> _Exercise objective_: Everything in the data below is left aside except the lines from the one containing "Map reading. Build" through the one containing "Read this street"; repeat those exactly.
---------------
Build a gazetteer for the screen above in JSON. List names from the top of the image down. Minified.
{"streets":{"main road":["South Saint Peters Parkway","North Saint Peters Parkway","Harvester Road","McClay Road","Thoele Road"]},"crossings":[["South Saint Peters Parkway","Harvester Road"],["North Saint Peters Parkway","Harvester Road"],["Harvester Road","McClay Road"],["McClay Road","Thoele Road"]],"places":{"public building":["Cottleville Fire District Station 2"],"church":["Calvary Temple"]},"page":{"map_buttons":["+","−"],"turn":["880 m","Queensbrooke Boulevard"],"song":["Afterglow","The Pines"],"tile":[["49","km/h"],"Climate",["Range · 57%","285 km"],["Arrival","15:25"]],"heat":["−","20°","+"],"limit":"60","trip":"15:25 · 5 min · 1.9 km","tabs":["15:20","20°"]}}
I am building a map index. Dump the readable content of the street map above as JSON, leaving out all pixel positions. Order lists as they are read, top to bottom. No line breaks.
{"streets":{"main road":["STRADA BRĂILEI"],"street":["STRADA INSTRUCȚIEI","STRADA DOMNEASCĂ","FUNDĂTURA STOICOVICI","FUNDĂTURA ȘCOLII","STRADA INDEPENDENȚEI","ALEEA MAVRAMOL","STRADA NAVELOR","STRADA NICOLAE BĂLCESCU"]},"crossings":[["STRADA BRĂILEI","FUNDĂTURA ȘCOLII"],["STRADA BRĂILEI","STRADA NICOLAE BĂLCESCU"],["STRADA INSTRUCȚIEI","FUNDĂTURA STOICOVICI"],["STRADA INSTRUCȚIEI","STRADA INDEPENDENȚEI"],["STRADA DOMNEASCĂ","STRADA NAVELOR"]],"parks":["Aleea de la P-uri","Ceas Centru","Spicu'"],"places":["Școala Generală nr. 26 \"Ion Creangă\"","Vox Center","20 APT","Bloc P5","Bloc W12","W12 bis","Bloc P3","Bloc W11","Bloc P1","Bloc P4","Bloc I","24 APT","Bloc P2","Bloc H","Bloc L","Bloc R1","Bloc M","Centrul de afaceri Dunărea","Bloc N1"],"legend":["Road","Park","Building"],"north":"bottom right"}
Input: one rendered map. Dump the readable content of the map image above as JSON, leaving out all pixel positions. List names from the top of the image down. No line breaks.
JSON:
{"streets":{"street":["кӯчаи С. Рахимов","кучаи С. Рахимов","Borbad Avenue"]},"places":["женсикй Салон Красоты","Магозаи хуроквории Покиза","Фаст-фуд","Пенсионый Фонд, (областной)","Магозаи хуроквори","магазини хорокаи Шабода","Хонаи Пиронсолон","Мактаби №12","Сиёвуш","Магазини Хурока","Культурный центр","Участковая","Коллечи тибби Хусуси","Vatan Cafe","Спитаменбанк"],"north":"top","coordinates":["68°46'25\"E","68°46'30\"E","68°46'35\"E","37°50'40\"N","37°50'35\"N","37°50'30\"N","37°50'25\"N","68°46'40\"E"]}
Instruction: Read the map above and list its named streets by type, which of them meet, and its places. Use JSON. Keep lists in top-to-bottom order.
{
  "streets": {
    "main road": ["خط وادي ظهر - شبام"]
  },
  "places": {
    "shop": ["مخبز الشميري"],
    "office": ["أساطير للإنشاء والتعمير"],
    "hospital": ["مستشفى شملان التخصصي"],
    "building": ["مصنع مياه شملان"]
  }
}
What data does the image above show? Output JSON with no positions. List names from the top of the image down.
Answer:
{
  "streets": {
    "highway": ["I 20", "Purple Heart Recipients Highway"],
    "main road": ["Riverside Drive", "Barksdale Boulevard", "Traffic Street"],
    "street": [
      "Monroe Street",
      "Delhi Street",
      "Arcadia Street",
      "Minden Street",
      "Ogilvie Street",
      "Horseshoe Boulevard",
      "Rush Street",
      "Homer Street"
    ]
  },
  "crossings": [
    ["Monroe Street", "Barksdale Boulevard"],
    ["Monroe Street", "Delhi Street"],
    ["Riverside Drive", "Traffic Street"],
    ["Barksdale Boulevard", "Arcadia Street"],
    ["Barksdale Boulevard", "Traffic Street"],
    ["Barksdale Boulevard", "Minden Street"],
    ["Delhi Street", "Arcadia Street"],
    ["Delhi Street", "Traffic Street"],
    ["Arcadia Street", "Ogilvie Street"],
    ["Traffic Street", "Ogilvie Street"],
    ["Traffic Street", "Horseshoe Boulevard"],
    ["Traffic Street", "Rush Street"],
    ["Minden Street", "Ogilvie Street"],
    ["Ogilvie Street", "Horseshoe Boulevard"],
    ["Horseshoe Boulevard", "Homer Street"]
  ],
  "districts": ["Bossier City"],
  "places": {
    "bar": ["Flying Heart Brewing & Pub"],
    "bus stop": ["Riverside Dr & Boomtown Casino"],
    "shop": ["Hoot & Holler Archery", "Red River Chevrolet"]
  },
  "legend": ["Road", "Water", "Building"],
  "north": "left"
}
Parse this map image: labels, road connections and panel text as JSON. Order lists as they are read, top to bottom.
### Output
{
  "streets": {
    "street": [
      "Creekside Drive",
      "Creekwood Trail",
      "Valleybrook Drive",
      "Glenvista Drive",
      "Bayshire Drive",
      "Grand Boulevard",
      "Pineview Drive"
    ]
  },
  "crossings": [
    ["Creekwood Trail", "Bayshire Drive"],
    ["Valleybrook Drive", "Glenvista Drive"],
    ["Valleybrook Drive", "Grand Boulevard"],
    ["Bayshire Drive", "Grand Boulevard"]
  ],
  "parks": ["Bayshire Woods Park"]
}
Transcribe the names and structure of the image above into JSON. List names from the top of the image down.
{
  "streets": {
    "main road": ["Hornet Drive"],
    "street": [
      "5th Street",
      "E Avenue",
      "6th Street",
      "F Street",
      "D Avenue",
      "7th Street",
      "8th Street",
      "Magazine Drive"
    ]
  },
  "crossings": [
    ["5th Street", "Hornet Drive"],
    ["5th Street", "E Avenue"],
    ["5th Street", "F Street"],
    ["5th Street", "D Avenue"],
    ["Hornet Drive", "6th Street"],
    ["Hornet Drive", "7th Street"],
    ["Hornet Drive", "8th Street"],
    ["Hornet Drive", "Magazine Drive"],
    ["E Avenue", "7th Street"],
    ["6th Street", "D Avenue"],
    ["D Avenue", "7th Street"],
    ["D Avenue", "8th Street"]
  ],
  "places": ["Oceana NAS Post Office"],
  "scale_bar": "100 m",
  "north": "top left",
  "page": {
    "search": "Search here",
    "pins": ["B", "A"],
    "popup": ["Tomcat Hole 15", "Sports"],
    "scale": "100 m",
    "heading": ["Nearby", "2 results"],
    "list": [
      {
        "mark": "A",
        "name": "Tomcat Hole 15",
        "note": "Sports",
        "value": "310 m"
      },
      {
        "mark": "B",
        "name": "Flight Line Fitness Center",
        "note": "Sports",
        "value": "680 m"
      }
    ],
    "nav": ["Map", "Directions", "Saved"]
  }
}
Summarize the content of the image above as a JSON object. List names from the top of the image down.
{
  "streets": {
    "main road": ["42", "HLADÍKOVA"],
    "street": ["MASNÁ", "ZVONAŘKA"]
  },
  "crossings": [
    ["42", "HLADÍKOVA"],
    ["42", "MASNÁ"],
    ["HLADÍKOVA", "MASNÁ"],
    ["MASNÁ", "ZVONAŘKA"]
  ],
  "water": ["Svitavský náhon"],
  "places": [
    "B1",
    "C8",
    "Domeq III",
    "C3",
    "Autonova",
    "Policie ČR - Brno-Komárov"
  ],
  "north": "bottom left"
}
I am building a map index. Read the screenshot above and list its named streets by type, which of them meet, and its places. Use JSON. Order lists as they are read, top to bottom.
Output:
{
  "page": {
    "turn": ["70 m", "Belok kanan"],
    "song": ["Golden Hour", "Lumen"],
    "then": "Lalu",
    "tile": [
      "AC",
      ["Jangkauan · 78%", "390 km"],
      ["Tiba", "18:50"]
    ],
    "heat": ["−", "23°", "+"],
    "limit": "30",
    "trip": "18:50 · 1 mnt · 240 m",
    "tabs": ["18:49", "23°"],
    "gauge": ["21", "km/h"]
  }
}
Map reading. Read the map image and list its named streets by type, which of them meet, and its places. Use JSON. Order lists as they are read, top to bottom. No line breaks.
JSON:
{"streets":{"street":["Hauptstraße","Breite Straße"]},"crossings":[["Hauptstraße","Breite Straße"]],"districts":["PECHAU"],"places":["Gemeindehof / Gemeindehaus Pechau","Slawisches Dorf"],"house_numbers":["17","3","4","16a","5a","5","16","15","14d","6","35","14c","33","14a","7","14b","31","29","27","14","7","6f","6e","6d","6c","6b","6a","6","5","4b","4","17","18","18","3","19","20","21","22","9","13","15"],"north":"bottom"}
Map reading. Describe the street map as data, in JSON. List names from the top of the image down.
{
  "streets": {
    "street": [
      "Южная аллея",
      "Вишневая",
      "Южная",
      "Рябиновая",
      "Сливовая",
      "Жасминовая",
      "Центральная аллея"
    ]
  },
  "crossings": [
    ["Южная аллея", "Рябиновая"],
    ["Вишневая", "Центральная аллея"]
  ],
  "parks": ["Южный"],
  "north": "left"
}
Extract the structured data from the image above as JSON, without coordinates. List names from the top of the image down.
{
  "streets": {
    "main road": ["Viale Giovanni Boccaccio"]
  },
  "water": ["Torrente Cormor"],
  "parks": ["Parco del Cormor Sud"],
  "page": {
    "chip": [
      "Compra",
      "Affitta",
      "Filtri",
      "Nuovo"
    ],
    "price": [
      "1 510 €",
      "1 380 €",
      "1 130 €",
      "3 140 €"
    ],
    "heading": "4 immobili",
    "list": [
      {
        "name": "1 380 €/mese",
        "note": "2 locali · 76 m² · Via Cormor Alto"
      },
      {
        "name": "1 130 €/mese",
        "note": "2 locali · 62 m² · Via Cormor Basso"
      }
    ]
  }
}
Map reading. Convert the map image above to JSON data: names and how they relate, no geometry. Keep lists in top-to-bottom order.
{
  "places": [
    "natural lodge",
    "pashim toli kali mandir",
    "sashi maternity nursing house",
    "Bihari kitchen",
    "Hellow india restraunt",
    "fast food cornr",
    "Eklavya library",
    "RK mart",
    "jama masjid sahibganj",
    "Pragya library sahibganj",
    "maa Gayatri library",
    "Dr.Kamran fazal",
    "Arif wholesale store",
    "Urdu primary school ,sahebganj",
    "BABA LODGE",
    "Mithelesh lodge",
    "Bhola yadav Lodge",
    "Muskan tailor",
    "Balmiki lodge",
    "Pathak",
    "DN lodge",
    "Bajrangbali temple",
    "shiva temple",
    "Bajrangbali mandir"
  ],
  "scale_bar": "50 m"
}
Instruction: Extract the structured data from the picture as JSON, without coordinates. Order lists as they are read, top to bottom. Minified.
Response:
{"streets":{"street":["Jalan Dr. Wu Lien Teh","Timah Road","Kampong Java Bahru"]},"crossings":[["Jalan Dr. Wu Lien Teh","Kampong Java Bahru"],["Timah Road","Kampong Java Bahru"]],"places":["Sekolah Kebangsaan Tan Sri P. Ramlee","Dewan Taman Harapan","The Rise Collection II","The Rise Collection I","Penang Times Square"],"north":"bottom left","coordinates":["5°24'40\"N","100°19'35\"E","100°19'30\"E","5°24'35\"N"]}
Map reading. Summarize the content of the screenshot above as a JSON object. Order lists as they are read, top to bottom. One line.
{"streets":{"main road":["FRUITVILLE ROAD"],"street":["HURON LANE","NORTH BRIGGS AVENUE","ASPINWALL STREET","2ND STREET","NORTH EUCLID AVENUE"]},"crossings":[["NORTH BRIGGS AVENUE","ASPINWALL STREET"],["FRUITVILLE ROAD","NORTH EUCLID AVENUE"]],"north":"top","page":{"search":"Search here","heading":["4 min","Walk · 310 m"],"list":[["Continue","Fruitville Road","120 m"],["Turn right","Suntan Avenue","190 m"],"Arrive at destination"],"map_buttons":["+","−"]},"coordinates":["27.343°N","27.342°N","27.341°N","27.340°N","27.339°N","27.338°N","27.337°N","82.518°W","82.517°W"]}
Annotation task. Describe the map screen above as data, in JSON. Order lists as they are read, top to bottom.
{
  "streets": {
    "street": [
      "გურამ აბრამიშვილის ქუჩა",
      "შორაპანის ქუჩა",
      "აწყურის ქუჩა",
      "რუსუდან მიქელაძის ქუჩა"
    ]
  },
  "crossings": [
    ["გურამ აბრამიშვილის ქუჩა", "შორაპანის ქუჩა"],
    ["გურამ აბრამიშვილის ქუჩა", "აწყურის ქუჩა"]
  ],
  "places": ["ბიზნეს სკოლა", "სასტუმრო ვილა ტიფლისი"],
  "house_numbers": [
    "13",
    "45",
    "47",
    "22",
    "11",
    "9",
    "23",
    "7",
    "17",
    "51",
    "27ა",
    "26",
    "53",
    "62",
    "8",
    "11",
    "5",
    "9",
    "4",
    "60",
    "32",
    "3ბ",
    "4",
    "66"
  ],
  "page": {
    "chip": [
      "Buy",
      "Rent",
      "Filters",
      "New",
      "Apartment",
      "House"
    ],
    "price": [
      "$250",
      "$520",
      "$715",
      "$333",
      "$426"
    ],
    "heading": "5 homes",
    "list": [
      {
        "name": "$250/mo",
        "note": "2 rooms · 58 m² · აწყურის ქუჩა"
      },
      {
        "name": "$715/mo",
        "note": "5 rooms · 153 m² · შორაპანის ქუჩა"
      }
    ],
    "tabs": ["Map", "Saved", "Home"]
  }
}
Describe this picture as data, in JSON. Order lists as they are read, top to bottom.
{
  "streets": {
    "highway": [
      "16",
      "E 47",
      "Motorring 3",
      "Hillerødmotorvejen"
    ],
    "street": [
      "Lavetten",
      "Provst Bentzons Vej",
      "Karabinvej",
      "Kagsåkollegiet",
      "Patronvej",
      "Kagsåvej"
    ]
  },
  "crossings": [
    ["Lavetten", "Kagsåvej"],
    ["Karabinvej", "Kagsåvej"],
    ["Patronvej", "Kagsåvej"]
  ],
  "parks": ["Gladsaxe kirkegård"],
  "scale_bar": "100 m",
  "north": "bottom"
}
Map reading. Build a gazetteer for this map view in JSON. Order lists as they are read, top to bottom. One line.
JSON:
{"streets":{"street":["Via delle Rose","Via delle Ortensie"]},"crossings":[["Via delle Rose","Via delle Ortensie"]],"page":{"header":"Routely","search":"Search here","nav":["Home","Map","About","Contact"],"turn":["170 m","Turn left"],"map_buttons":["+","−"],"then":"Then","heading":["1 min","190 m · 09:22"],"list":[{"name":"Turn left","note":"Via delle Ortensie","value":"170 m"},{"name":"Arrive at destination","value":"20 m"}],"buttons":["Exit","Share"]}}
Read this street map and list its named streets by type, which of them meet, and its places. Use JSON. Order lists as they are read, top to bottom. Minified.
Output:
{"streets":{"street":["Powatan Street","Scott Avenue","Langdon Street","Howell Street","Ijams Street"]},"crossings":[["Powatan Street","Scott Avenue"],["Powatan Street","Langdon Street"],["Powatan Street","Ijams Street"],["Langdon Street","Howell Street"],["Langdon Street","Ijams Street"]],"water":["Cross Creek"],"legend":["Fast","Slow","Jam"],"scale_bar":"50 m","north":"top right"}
---------------
> _Reply_:
Map reading. Build a gazetteer for this map view in JSON. Order lists as they are read, top to bottom. One line.
JSON:
{"streets":{"street":["Via delle Rose","Via delle Ortensie"]},"crossings":[["Via delle Rose","Via delle Ortensie"]],"page":{"header":"Routely","search":"Search here","nav":["Home","Map","About","Contact"],"turn":["170 m","Turn left"],"map_buttons":["+","−"],"then":"Then","heading":["1 min","190 m · 09:22"],"list":[{"name":"Turn left","note":"Via delle Ortensie","value":"170 m"},{"name":"Arrive at destination","value":"20 m"}],"buttons":["Exit","Share"]}}
Read this street map and list its named streets by type, which of them meet, and its places. Use JSON. Order lists as they are read, top to bottom. Minified.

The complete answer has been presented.